A vivência com o processo de adoção e a experiência da adoção tardia. E uma memória que não tem como ser apagada: a das crianças que ficaram no abrigo quando fui buscar meu filho.

Julho de 2015*. Após mais de três anos esperando por um filho, finalmente o meu, tão desejado, chegou. O perfil da criança que escolhi era considerado um dos mais abertos, mas nem por isso a demora foi razoável – eu aceitava irmãos de até cinco anos, independente de sexo, de qualquer lugar do Brasil. Isso mesmo, a família que adota pode selecionar uma série de critérios como idade, sexo, cor, doenças e histórico familiar. E, dependendo do perfil escolhido, o tempo de espera pode ser maior ou menor.

A audiência final aconteceu numa tarde de segunda-feira. Depois de horas intermináveis com advogado, juiz, promotor, conselheiros tutelares, psicólogas, assistentes sociais e toda a equipe técnica do fórum, fomos buscar meu filho, Bruno*, com quatro anos, direto no abrigo.

Até hoje não sei dizer se essa decisão foi acertada ou não. Alguns juízes fariam todo esse processo no fórum. Eu tive que presenciar uma despedida dramática que o abrigo organizou para o Bruno. No final, várias crianças estavam aos prantos e agarradas em nós, pedindo para levá-las junto.

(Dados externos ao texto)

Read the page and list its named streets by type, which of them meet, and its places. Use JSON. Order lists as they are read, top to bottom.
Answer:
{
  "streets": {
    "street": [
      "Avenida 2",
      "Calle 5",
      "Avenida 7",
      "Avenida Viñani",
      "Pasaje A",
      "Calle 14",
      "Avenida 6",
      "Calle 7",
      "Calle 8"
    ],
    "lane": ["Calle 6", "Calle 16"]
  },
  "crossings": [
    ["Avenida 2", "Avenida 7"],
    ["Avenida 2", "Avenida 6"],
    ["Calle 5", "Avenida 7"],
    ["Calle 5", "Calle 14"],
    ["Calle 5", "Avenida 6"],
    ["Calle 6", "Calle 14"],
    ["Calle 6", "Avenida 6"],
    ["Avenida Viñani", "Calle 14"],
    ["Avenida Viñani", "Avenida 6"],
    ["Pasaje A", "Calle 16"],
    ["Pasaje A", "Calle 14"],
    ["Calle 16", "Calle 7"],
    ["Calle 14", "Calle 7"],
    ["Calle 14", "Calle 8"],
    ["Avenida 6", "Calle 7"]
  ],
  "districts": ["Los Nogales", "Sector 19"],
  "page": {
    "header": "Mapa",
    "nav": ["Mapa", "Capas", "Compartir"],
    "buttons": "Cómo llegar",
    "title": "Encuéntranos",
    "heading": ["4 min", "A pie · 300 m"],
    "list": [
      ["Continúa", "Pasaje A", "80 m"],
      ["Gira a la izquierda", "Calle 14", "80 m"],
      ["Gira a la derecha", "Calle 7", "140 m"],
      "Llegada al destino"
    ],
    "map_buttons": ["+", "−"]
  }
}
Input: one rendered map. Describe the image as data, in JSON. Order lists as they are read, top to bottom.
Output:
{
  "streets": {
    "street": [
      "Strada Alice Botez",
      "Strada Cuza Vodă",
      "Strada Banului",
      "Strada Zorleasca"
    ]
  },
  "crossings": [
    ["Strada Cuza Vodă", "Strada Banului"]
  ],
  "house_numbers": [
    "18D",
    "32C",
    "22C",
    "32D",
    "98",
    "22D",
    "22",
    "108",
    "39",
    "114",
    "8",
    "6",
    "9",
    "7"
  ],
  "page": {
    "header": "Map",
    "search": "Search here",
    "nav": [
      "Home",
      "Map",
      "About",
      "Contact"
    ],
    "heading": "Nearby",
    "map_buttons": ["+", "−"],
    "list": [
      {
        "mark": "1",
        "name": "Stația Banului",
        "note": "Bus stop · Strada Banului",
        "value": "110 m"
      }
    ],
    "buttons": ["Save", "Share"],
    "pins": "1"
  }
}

Do ponto de vista emocional, tanto para mim quanto para meu filho, qualquer psicólogo entenderá esse episódio como um momento traumático. Por outro lado, a memória dessa cena, deu o start para um sonho antigo, de criar uma ONG. Daí, para a ideia do Instituto Geração Amanhã foi um passo.

Vivi o pior e o melhor dos mundos em todas as áreas. Falando das óbvias, estão o longo tempo de espera, o burocrático e embolado processo jurídico, a difícil adaptação do Bruno à nova vida, o total desconhecimento de seu histórico médico e psicológico. Mas também passei por momentos lindos e memoráveis. Na hora da despedida do abrigo, a primeira pergunta do Bruno foi “vamos para casa?”. Não tem como esquecer, não é mesmo?

Conheci profissionais da equipe técnica e jurídica que mostraram ineficiência, despreparo e displicência no mais elevado grau. E tive, não por acaso, a oportunidade de conhecer algumas das pessoas mais altruístas, dedicadas e comprometidas: a psicóloga, o juiz, o promotor e suas assistentes afetivas e preocupadas com “o príncipe”, que era como chamavam Bruno. Gente que queria acertar e acelerar o processo, porque achava que aquele menino já tinha sofrido, em apenas quatros anos, o que muita gente não vivenciou em toda a existência.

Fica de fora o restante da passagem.